Every line of the entries below that mentions "Bowmore" is to be copied out.

◇ ◇ ◇

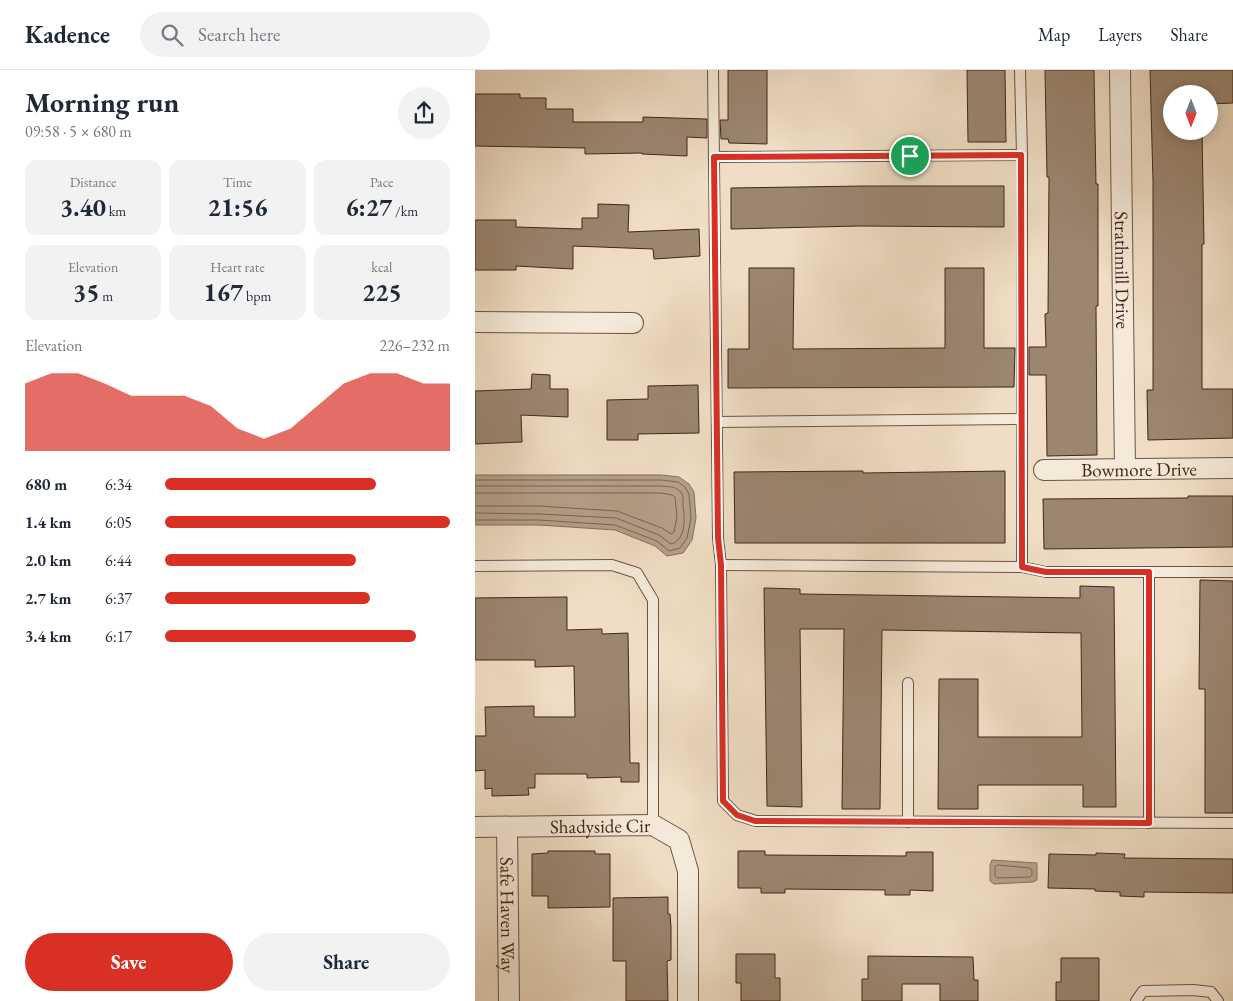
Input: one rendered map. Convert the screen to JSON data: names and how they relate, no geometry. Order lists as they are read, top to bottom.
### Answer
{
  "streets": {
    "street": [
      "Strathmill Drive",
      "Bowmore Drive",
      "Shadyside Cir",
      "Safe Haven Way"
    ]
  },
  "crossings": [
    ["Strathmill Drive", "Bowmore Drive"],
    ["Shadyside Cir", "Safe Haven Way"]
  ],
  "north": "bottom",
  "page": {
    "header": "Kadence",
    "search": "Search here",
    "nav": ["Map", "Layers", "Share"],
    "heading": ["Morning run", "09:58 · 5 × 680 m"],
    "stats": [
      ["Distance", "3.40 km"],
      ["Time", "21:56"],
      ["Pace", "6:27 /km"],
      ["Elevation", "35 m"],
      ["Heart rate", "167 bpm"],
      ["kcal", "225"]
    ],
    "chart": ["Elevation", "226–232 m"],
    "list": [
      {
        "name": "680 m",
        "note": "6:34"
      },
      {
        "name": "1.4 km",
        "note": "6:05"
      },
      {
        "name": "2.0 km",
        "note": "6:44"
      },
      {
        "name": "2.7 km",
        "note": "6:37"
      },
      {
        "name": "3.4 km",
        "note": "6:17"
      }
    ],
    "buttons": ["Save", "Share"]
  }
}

◇ ◇ ◇

-- Answer area --
      "Bowmore Drive",
    ["Strathmill Drive", "Bowmore Drive"],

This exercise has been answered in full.